Kardeşlik zor mesele. Hem iki biyolojik kardeş ilişkisi zor mesele, hem de dinsel, siyasal, kültürel alanlarda metaforik kardeşlik meselesi zor mesele. Kardeşliği, barışla birlikte kullanmak, 13 yıllık mevcut iktidarın sevdiği bir şey. Bir tür siyasal tik neredeyse. Türk-Kürt kardeşliği diye bir söylem motifimiz var. "Barış Süreci" ya da "son Kürt açılımı"nın bir adı da, "Milli Birlik ve Kardeşlik Projesi"dir.
Güncel bir "kardeşlik" tartışması var, iktidar partisi ile HDP eş genel başkanı Selahattin Demirtaş arasında. Selahattin Demirtaş'ın kardeşini soruyorlar. Çok sık soruyorlar. İktidar medyası temaya bayılıyor. En son Yalçın Akdoğan sordu, medya da üstünü getirdi. "Senin bir kardeşin var. Ne iş yapıyor? Mesleği ne?"
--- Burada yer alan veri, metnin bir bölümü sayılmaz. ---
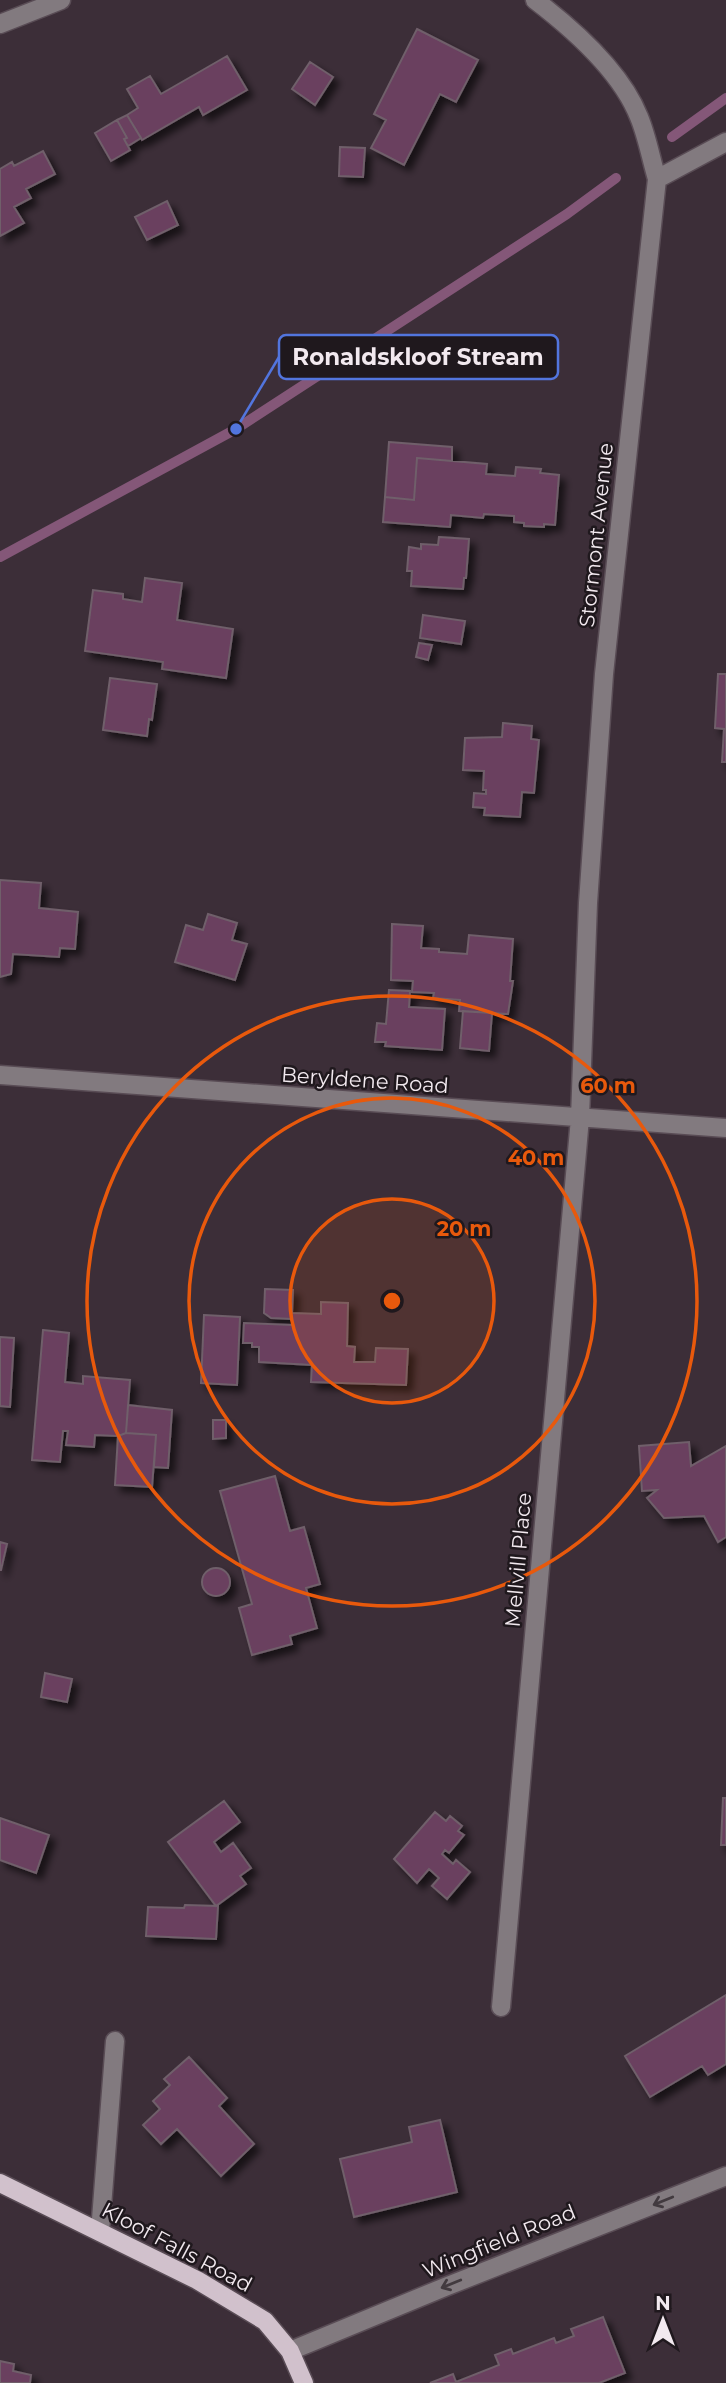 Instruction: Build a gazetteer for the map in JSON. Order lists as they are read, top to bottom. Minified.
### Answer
{"streets":{"main road":["Kloof Falls Road"],"street":["Stormont Avenue","Beryldene Road","Mellvill Place","Wingfield Road"]},"crossings":[["Stormont Avenue","Beryldene Road"],["Stormont Avenue","Mellvill Place"],["Beryldene Road","Mellvill Place"],["Wingfield Road","Kloof Falls Road"]],"one_way":["Wingfield Road"],"places":["Ronaldskloof Stream"],"north":"top","rings":["60 m","40 m","20 m"]} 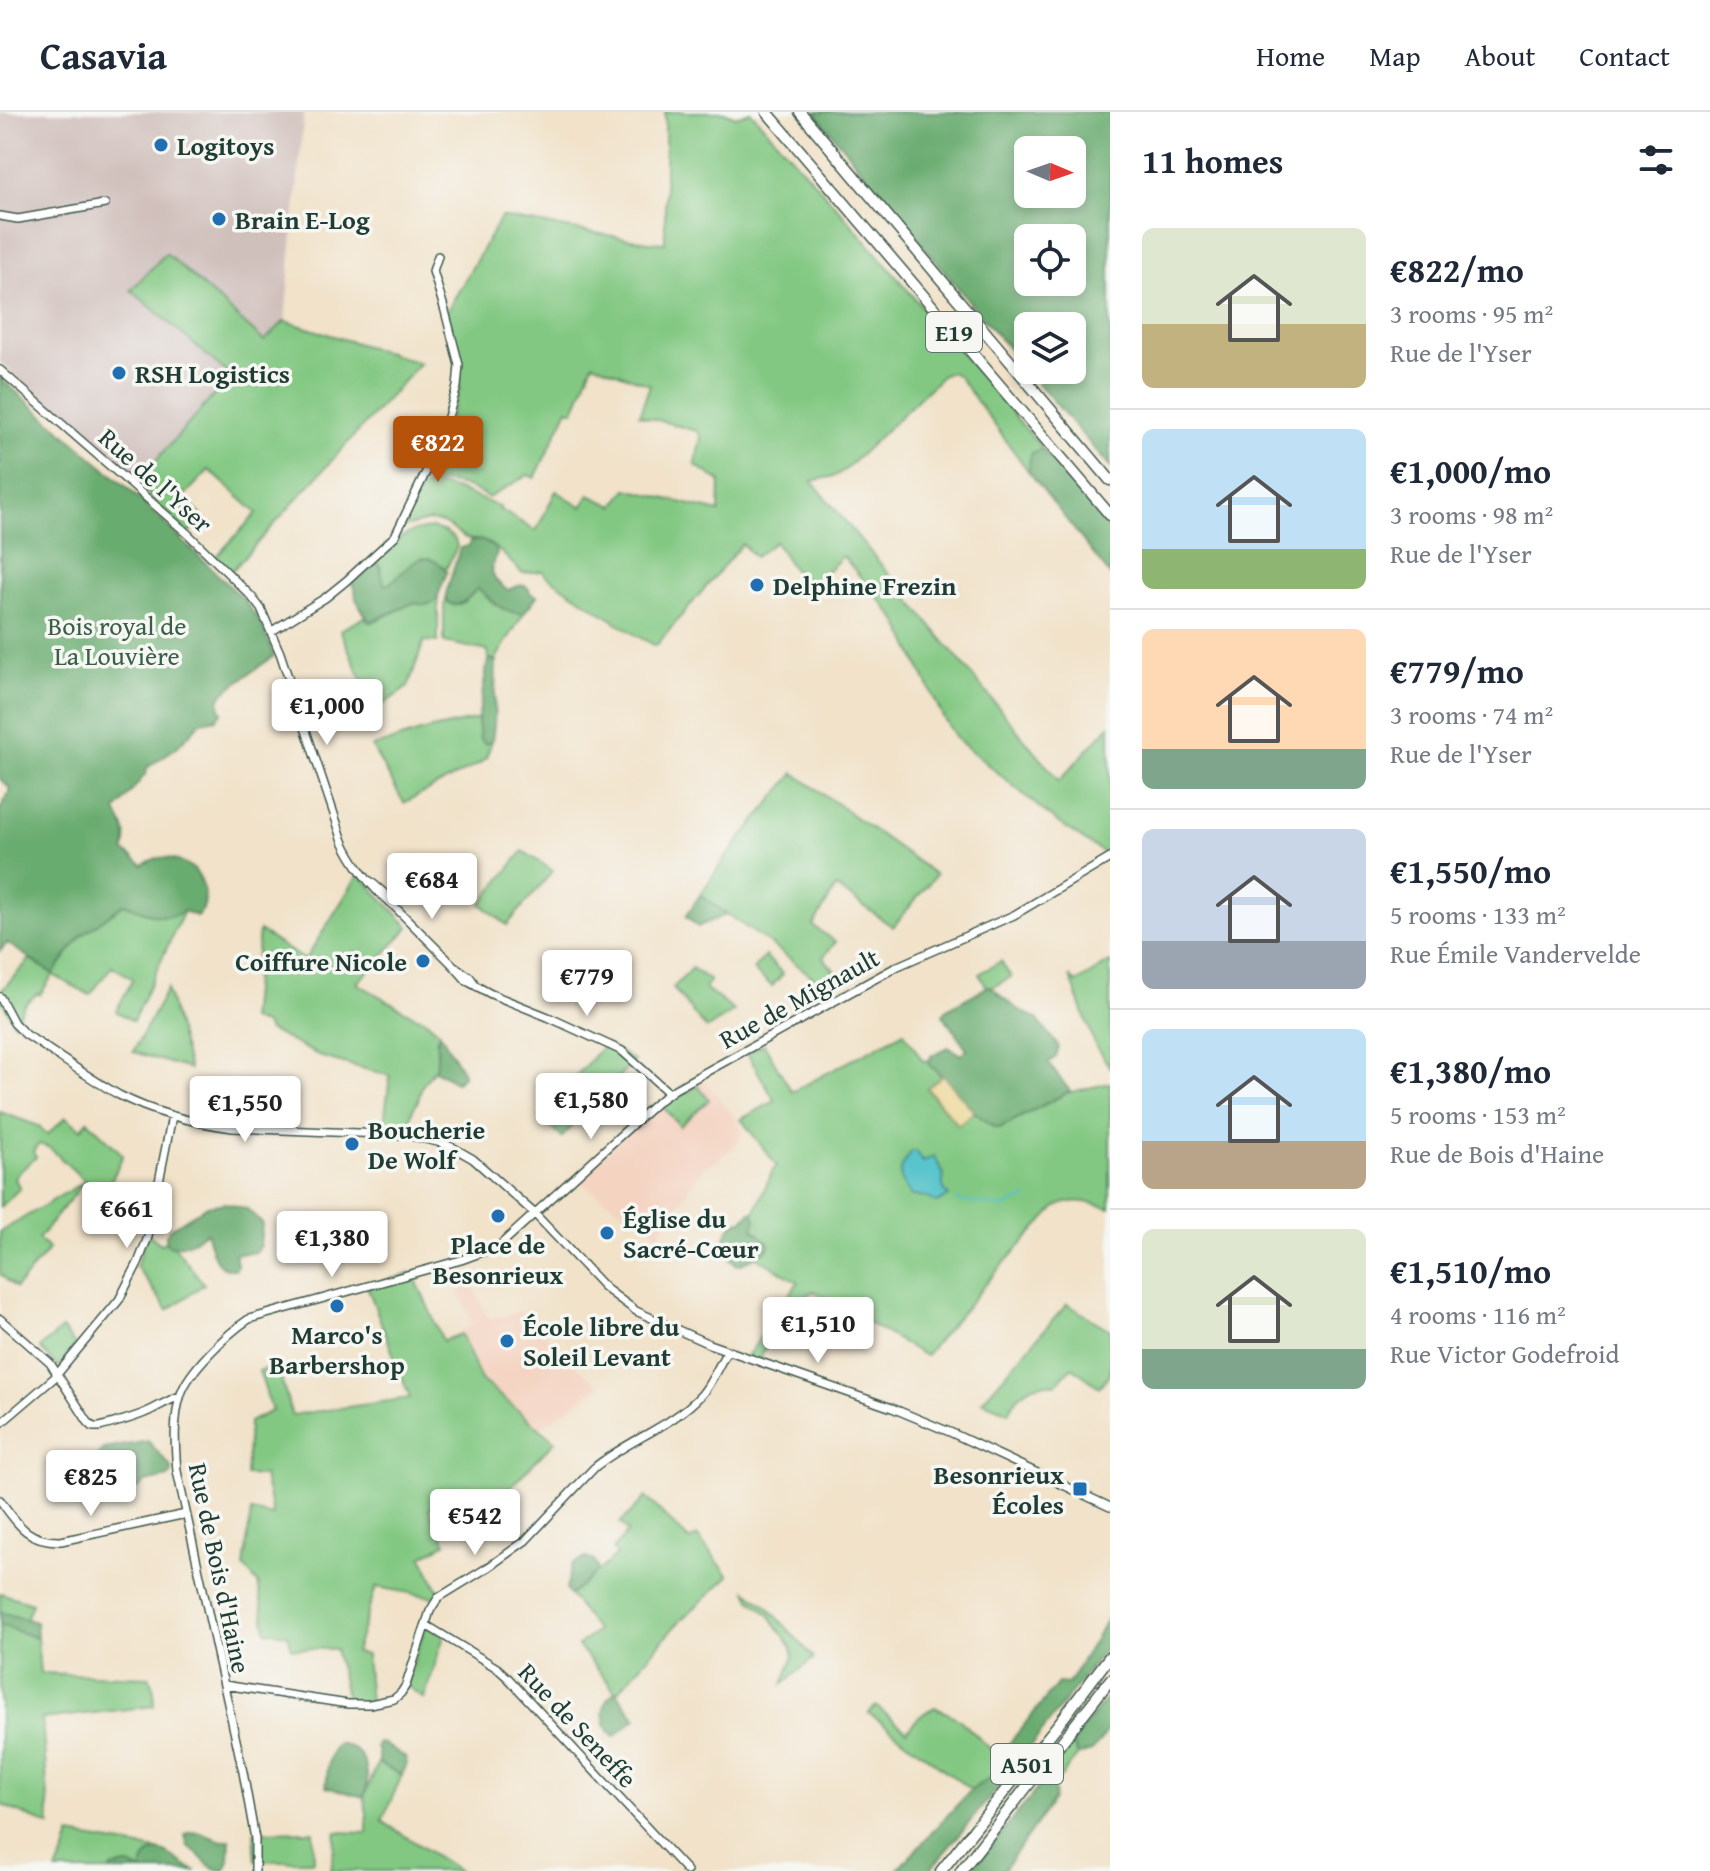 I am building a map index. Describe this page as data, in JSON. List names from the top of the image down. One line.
{"streets":{"highway":["E19","A501"],"street":["Rue de l'Yser","Rue de Mignault","Rue de Bois d'Haine","Rue de Seneffe"]},"crossings":[["Rue de l'Yser","Rue de Mignault"]],"parks":["Bois royal de La Louvière"],"places":{"other":["Logitoys","Brain E-Log","RSH Logistics","Delphine Frezin","Coiffure Nicole","Boucherie De Wolf","Place de Besonrieux","Église du Sacré-Cœur","Marco's Barbershop","École libre du Soleil Levant"],"transit":["Besonrieux Écoles"]},"north":"right","page":{"header":"Casavia","nav":["Home","Map","About","Contact"],"heading":"11 homes","list":[{"name":"€822/mo","note":"3 rooms · 95 m² · Rue de l'Yser"},{"name":"€1,000/mo","note":"3 rooms · 98 m² · Rue de l'Yser"},{"name":"€779/mo","note":"3 rooms · 74 m² · Rue de l'Yser"},{"name":"€1,550/mo","note":"5 rooms · 133 m² · Rue Émile Vandervelde"},{"name":"€1,380/mo","note":"5 rooms · 153 m² · Rue de Bois d'Haine"},{"name":"€1,510/mo","note":"4 rooms · 116 m² · Rue Victor Godefroid"}],"price":["€822","€1,000","€684","€779","€1,580","€1,550","€661","€1,380","€1,510","€825","€542"]}} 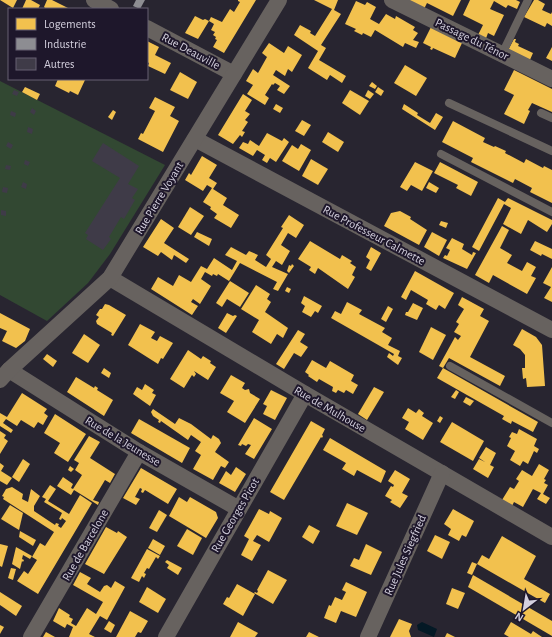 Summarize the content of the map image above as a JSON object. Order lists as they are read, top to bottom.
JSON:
{
  "streets": {
    "street": [
      "Passage du Ténor",
      "Rue Deauville",
      "Rue Pierre Voyant",
      "Rue Professeur Calmette",
      "Rue de Mulhouse",
      "Rue de la Jeunesse",
      "Rue Georges Picot",
      "Rue de Barcelone",
      "Rue Jules Siegfried"
    ]
  },
  "crossings": [
    ["Rue Deauville", "Rue Pierre Voyant"],
    ["Rue Pierre Voyant", "Rue Professeur Calmette"],
    ["Rue Pierre Voyant", "Rue de Mulhouse"],
    ["Rue Pierre Voyant", "Rue de la Jeunesse"],
    ["Rue de Mulhouse", "Rue Georges Picot"],
    ["Rue de Mulhouse", "Rue Jules Siegfried"],
    ["Rue de la Jeunesse", "Rue Georges Picot"],
    ["Rue de la Jeunesse", "Rue de Barcelone"]
  ],
  "legend": ["Logements", "Industrie", "Autres"],
  "north": "bottom left"
} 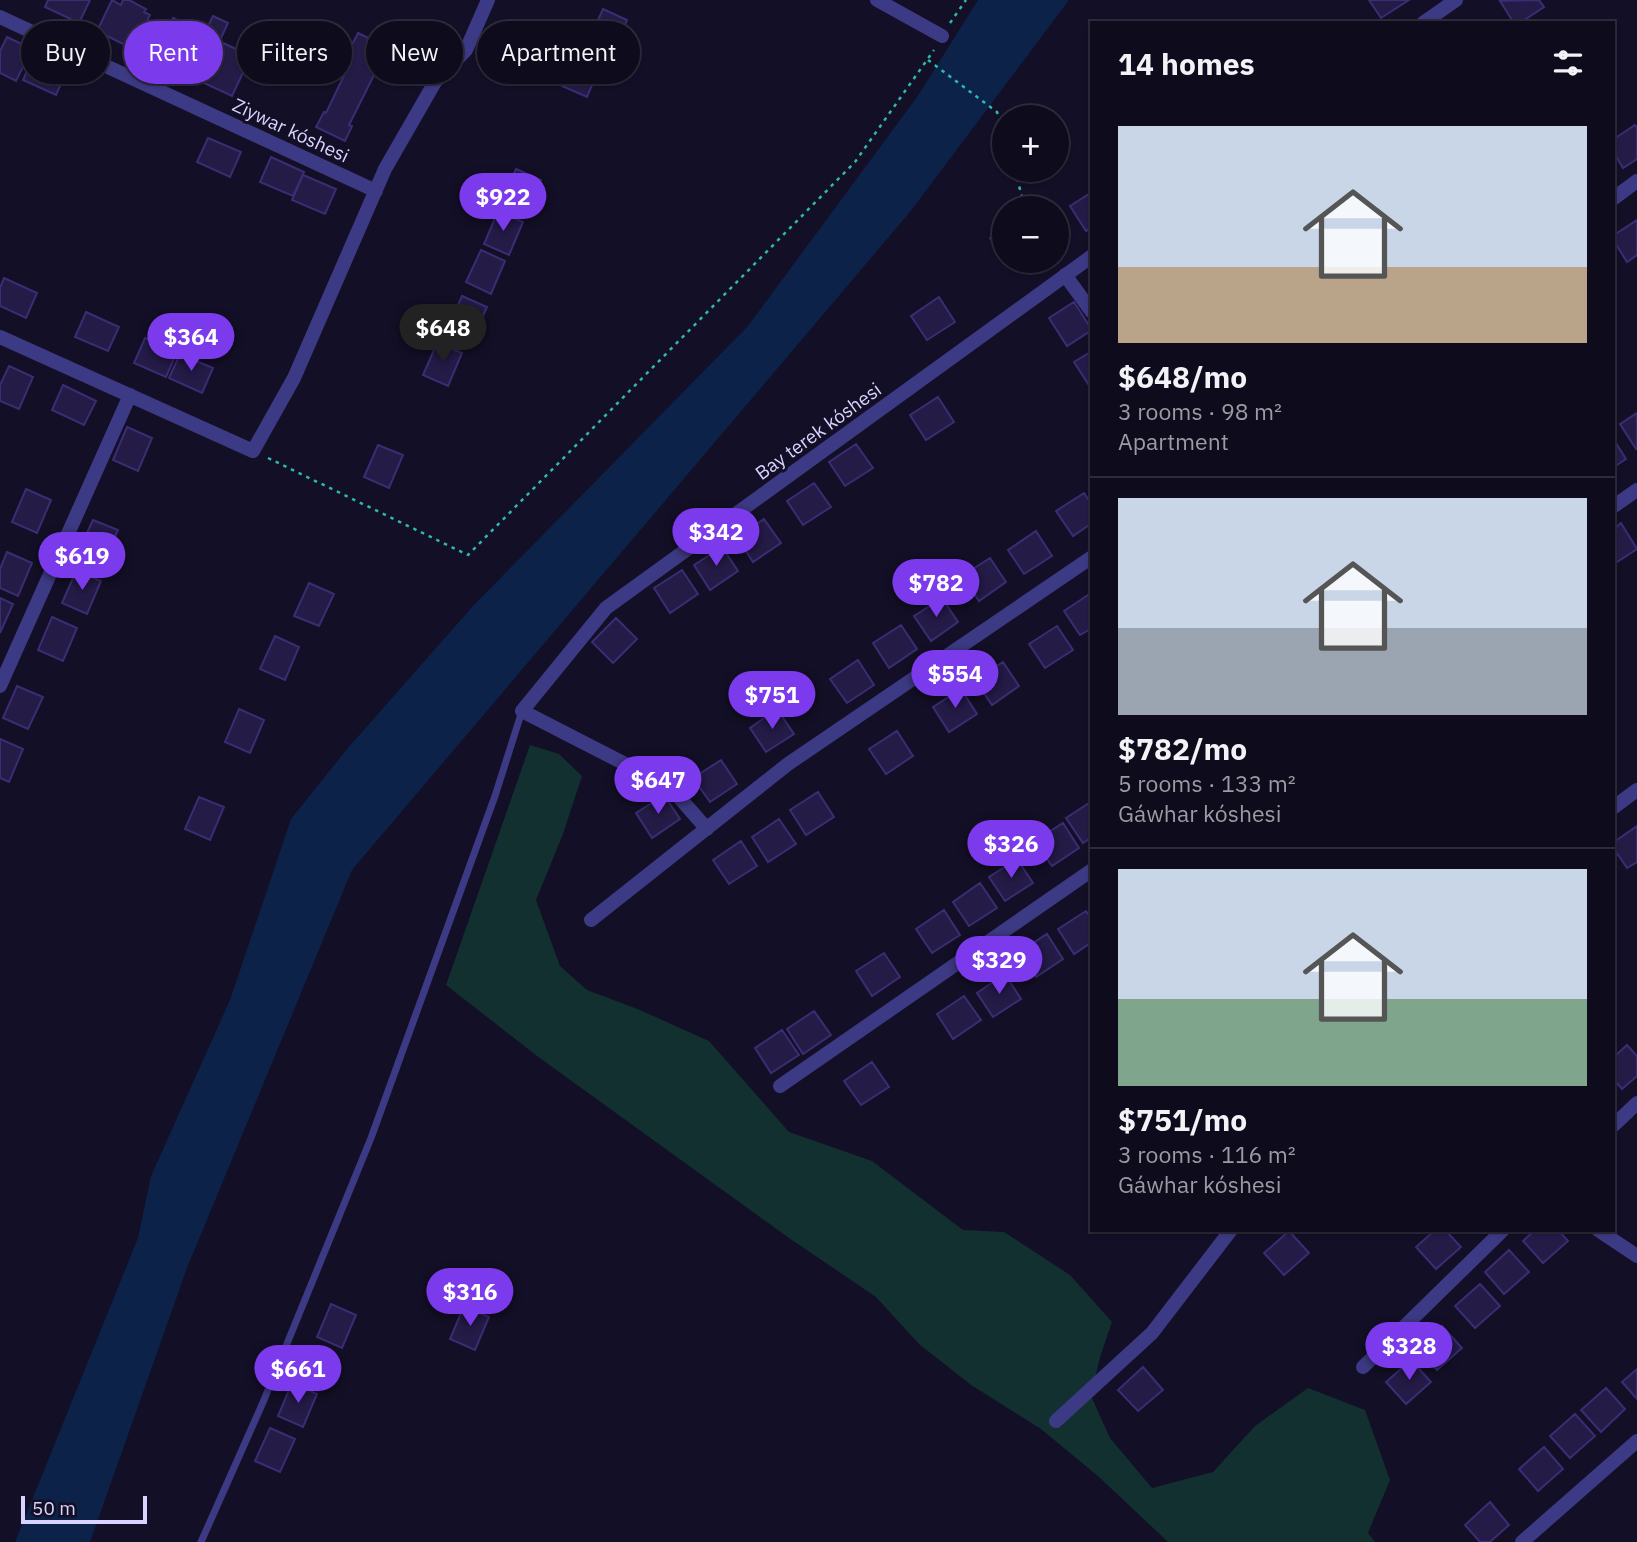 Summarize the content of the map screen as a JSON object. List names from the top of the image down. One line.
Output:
{"streets":{"street":["Ziywar kóshesi","Bay terek kóshesi"]},"scale_bar":"50 m","page":{"chip":["Buy","Rent","Filters","New","Apartment"],"heading":"14 homes","map_buttons":["+","−"],"list":[{"name":"$648/mo","note":"3 rooms · 98 m² · Apartment"},{"name":"$782/mo","note":"5 rooms · 133 m² · Gáwhar kóshesi"},{"name":"$751/mo","note":"3 rooms · 116 m² · Gáwhar kóshesi"}],"price":["$922","$648","$364","$342","$619","$782","$554","$751","$647","$326","$329","$316","$328","$661"],"scale":"50 m"}}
Mesleğinin niye soruyor, kız mı verecek? Kredi mi vermek istiyor? Evini mi kiraya verecek? Belki de iş teklif edecek? Önce soranların gizemli edalar takındığı bu "kardeş"in kim olduğuna bir bakalım:
Nurettin Demirtaş. Üniversite öğrencisiyken, 1991'de, 19 yaşındayken, "PKK'li olmak"tan tutuklandı, 11 yıldan fazla hapis yattı. Cezaevinden çıkınca DTP'li olarak politika yapmaya yöneldi. 2007'de DTP başkanı oldu. Sonra, "askerlik raporu sahte" denilerek tutuklandı. Bir yıl daha yattı. Çıkınca askere alındı. Sonra, soruşturmaların soruşturmaları takip edeceği anlaşıldığında Güney'e geçti. Federe Kürdistan'ın Erbil kentine…
Demirtaş'ın cevabı
Sonra… Sonra, hep soruldu: Nerede ağabeyin? Kritik olduğu düşünülen zamanlarda soruldu, Kürt parlamenter siyasetinin sıkıştırılacağı zannedilen zamanlarda, Kürt siyasal hareketine karşı nefret musluklarının açılmasının hükümetin işine geleceği zamanlarda... Yalçın Akdoğan'ın son sorusundan sonra da iktidar medyası fotoğraf servis hünerlerini sergiledi hemen: Nurettin Demirtaş, gerillalarla birlikte. Nurettin Demirtaş PKK'lilerle birlikte. Nurettin Demirtaş, PKK'li. Allah Allah. Bak sen Allah'ın işine…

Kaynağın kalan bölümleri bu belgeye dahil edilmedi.